» **WHAT TO PRODUCE**: Up to and including the line holding "flex:none; width:28px; height:28px;", write out the data exactly from its first line, but not the pictures.

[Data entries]

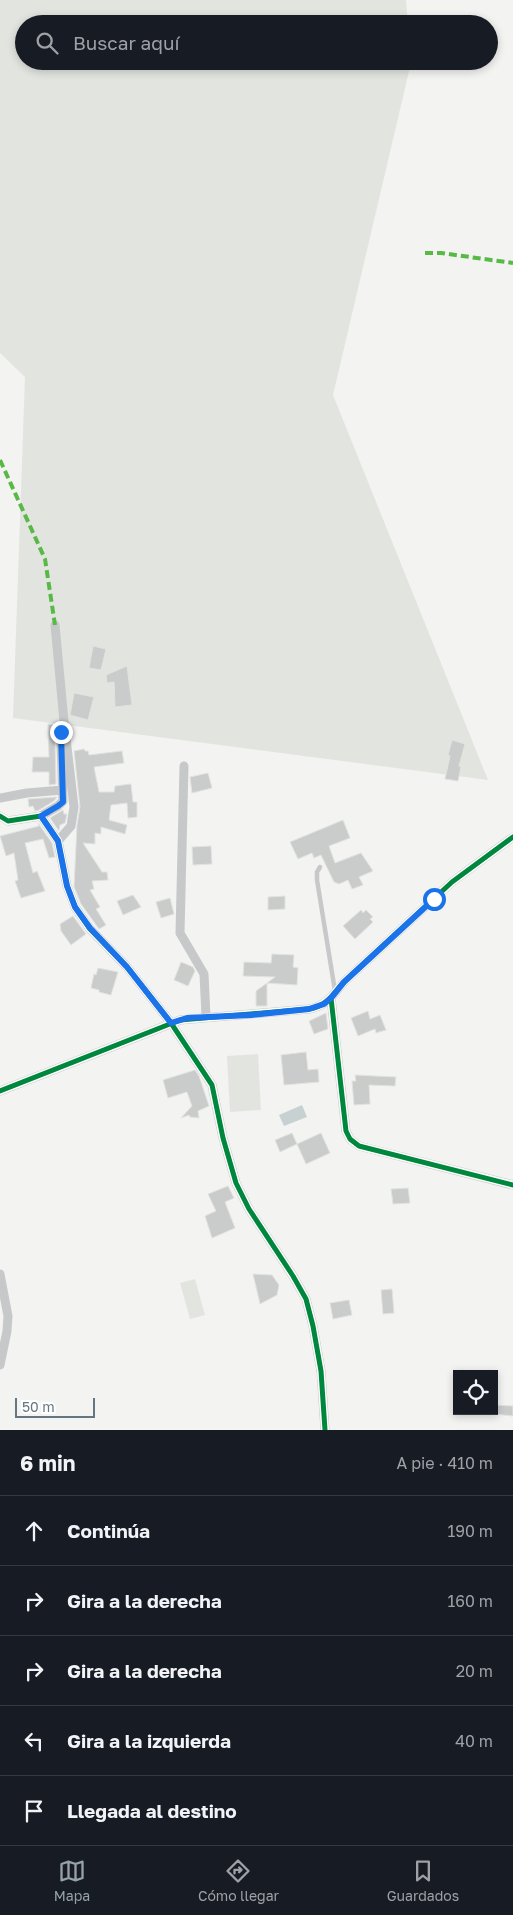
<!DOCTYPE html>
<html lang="es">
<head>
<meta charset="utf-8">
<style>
	body { margin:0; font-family:"Golos Text",sans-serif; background:#20242c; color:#f1f3f6 }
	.controls { position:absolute; right:15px; bottom:15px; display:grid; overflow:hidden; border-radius:0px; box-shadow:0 2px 8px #0003 }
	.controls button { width:45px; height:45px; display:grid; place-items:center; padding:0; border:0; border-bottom:1px solid #363941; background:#171b24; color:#f1f3f6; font:25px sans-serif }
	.scale { position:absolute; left:15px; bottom:12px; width:80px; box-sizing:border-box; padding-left:5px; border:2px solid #647681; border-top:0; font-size:14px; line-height:18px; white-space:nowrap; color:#647681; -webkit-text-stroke:4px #fff; paint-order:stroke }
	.stop { position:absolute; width:15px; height:15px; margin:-11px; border:4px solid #1a73e8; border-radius:50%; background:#fff }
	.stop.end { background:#1a73e8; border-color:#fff; box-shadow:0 1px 5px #0008 }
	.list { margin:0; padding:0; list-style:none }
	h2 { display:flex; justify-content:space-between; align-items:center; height:65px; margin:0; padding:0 20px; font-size:21px }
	h2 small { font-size:16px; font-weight:400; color:#9ea1a6 }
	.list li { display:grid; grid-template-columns:32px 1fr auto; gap:15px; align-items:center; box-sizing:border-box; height:70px; padding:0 20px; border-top:1px solid #363941 }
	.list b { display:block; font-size:19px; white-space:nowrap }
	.list em { font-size:16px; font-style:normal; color:#9ea1a6 }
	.icon { flex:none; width:28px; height:28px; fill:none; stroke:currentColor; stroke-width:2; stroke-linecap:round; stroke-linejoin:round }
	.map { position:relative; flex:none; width:513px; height:1430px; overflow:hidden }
	.search { position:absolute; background:#171b24; box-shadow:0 2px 8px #0003; left:15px; right:15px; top:15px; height:55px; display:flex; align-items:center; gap:12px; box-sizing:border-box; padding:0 18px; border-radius:28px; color:#9ea1a6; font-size:19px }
	.sheet { height:415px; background:#171b24 }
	nav { display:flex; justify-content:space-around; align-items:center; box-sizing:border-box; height:70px; border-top:1px solid #363941; background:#171b24; font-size:14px; color:#9ea1a6 }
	nav a { display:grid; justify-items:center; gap:2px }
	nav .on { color:#96a2a8 }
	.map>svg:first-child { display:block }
</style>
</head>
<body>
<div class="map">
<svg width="513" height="1430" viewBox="0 0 513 1430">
	<rect width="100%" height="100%" fill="#f3f3f1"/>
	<path fill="#e2e5df" d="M 0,0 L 406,0 L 408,24 L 24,24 L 24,61 L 410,61 L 410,67 L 333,395 L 488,780 L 13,718 L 25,377 L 0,353 Z
		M 258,1054 L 261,1110 L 230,1112 L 227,1056 Z
		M 195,1279 L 205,1315 L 190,1319 L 180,1283 Z"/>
	<path fill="#c7d1d2" d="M 302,1105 L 307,1117 L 284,1126 L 279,1115 Z"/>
	<path fill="#cacccc" stroke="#e2e2e1" d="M 93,646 L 106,649 L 101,670 L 89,668 Z
		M 127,666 L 132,705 L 115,707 L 114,682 L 107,683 L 106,675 Z
		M 74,693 L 94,697 L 88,720 L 70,715 Z
		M 48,724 L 57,725 L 59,737 L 55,743 L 56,784 L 49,785 L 49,772 L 32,772 L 33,757 L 49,757 Z
		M 452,740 L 465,744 L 459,766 L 461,767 L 458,781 L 445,779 L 450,756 L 448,755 Z
		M 84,749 L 85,751 L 88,751 L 89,755 L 122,751 L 124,763 L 94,767 L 99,792 L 114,792 L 115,786 L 131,784 L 133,802 L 137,802 L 137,817 L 128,818 L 127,803 L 111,805 L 109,820 L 127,825 L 125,834 L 101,827 L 101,834 L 95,833 L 95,844 L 83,843 L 102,872 L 107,872 L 108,880 L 92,881 L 94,889 L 90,890 L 100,907 L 96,909 L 106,925 L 99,929 L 81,904 L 74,887 L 77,825 L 80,807 L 74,751 Z
		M 208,773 L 212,788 L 192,793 L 190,777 Z
		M 57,797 L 54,801 L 39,810 L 35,811 L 33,806 L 29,807 L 28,799 Z
		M 63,810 L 64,814 L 67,814 L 65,823 L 60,825 L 59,831 L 50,818 Z
		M 343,820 L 350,838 L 329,846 L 335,863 L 361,853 L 373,871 L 359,877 L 363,885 L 352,889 L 348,880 L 339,884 L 334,882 L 321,855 L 314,858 L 312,853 L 298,859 L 290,842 Z
		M 38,823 L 52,843 L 55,857 L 49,858 L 43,839 L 25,843 L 33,873 L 37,871 L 45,891 L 21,898 L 15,881 L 18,880 L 14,853 L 6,856 L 0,836 L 39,826 Z
		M 211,846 L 212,864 L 193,865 L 192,847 Z
		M 133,895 L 141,907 L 123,915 L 117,901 Z
		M 285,896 L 285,909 L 268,910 L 268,897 Z
		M 170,898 L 174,914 L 161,918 L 156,902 Z
		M 361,910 L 363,913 L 366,910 L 373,917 L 370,919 L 373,922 L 355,939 L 343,926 Z
		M 73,916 L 86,934 L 71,945 L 61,931 L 60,924 Z
		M 272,954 L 294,955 L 293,967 L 298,968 L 297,985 L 267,983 L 275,977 L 243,976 L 244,962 L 271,963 Z
		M 181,962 L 193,967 L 195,971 L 188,986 L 174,980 Z
		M 98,968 L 118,972 L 111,995 L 99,992 L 99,990 L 91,988 L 94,974 L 96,975 Z
		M 267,983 L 267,1006 L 256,1006 L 256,991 Z
		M 368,1011 L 370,1019 L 380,1015 L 386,1030 L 376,1033 L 375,1029 L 358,1036 L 351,1018 Z
		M 326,1013 L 328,1029 L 314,1034 L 309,1021 Z
		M 306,1052 L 308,1070 L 318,1069 L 319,1082 L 284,1085 L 281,1055 Z
		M 195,1070 L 199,1076 L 209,1106 L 198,1111 L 199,1118 L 190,1117 L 189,1115 L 181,1118 L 192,1106 L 187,1092 L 168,1098 L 163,1080 Z
		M 355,1075 L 396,1077 L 395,1086 L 369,1085 L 370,1104 L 354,1105 L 352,1081 L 356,1081 Z
		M 292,1133 L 297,1144 L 280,1152 L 275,1140 Z
		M 321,1133 L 330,1153 L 306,1164 L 297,1144 Z
		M 228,1186 L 234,1198 L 225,1202 L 235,1228 L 212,1238 L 205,1216 L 216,1211 L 208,1194 Z
		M 408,1188 L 410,1203 L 393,1204 L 391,1189 Z
		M 253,1274 L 272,1275 L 279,1285 L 277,1295 L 260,1304 Z
		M 392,1289 L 394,1313 L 383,1314 L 381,1290 Z
		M 349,1300 L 352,1315 L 333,1319 L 330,1303 Z
		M 494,1405 L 513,1406 L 513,1416 L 494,1414 Z"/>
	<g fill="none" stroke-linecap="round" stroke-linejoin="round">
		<path stroke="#c7c8c9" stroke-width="4.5" d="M 320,867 L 317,872 L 317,880 L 335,991"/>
		<path stroke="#c7c8c9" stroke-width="9" d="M 55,625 L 64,721 L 74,807 L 71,826 L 58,841
			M 184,766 L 180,933 L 204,974 L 206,1017
			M 0,798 L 27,793 L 62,790
			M 0,816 L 8,821 L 41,816 L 58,841 L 67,886 L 75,907 L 90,929 L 127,967 L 171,1023 L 212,1085 L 223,1138 L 236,1183 L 249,1209 L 293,1276 L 306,1299 L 313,1326 L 321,1371 L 325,1430
			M 41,816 L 58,806 L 63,801 L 61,743
			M 331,998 L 346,1131 L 350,1139 L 359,1146 L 513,1185
			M 0,1091 L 180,1020 L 309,1009 C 327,1006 333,994 344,982 L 452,882 L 513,837
			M 0,1274 L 8,1316 L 7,1331 L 0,1365"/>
		<path stroke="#58b947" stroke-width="4" stroke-dasharray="8 4" stroke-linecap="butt" d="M 425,253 L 441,253 L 513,263
			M 0,460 L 45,559 L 55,625"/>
		<defs>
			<path id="cycleway" d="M 0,816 L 8,821 L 41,816 L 58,841 L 67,886 L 75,907 L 90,929 L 127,967 L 171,1023 L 212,1085 L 223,1138 L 236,1183 L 249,1209 L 293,1276 L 306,1299 L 313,1326 L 321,1371 L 325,1430
				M 331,998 L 346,1131 L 350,1139 L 359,1146 L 513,1185
				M 0,1091 L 180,1020 L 309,1009 C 327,1006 333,994 344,982 L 452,882 L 513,837"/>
		</defs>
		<use href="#cycleway" stroke="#fff" stroke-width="8"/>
		<use href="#cycleway" stroke="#00873e" stroke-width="5"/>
	</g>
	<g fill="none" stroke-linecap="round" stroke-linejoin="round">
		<path stroke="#1a73e8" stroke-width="6" d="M 61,732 L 63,802 L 58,806 L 41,816 L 58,841 L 67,886 L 75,907 L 90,928 L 127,967 L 171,1023 L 187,1018 L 251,1015 L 309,1009 L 324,1004 L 331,998 L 344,982 L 434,899"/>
	</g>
</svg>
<div class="controls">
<button><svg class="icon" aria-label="locate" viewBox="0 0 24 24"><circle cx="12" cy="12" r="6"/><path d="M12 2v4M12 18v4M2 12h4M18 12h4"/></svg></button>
</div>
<div class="scale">50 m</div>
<div class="stop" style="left:434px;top:899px"></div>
<div class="stop end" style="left:61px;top:732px"></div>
<div class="search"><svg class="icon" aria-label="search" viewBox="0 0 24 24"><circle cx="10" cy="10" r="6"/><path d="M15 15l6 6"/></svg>Buscar aquí</div>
</div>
<section class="sheet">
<h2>6 min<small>A pie · 410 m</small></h2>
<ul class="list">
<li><svg class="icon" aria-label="ahead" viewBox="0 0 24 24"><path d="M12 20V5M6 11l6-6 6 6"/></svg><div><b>Continúa</b></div><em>190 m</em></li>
<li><svg class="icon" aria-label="right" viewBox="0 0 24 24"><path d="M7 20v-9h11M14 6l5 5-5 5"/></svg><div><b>Gira a la derecha</b></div><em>160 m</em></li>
<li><svg class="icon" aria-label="right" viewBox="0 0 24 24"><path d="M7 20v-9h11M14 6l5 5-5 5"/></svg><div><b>Gira a la derecha</b></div><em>20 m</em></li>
<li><svg class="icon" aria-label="left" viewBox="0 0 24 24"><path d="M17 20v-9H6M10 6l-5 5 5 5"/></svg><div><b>Gira a la izquierda</b></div><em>40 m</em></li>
<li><svg class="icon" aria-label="arrive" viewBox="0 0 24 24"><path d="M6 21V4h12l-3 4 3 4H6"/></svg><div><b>Llegada al destino</b></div></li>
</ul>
</section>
<nav>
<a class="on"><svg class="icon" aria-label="map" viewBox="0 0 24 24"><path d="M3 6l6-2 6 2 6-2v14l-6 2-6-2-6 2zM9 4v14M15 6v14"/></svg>Mapa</a>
<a><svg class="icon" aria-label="directions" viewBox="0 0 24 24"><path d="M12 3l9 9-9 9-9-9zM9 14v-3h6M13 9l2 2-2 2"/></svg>Cómo llegar</a>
<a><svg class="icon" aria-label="saved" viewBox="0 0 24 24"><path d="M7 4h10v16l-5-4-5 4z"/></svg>Guardados</a>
</nav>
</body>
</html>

» **SOLUTION FOR THIS EXERCISE**:
<!DOCTYPE html>
<html lang="es">
<head>
<meta charset="utf-8">
<style>
	body { margin:0; font-family:"Golos Text",sans-serif; background:#20242c; color:#f1f3f6 }
	.controls { position:absolute; right:15px; bottom:15px; display:grid; overflow:hidden; border-radius:0px; box-shadow:0 2px 8px #0003 }
	.controls button { width:45px; height:45px; display:grid; place-items:center; padding:0; border:0; border-bottom:1px solid #363941; background:#171b24; color:#f1f3f6; font:25px sans-serif }
	.scale { position:absolute; left:15px; bottom:12px; width:80px; box-sizing:border-box; padding-left:5px; border:2px solid #647681; border-top:0; font-size:14px; line-height:18px; white-space:nowrap; color:#647681; -webkit-text-stroke:4px #fff; paint-order:stroke }
	.stop { position:absolute; width:15px; height:15px; margin:-11px; border:4px solid #1a73e8; border-radius:50%; background:#fff }
	.stop.end { background:#1a73e8; border-color:#fff; box-shadow:0 1px 5px #0008 }
	.list { margin:0; padding:0; list-style:none }
	h2 { display:flex; justify-content:space-between; align-items:center; height:65px; margin:0; padding:0 20px; font-size:21px }
	h2 small { font-size:16px; font-weight:400; color:#9ea1a6 }
	.list li { display:grid; grid-template-columns:32px 1fr auto; gap:15px; align-items:center; box-sizing:border-box; height:70px; padding:0 20px; border-top:1px solid #363941 }
	.list b { display:block; font-size:19px; white-space:nowrap }
	.list em { font-size:16px; font-style:normal; color:#9ea1a6 }
	.icon { flex:none; width:28px; height:28px; fill:none; stroke:currentColor; stroke-width:2; stroke-linecap:round; stroke-linejoin:round }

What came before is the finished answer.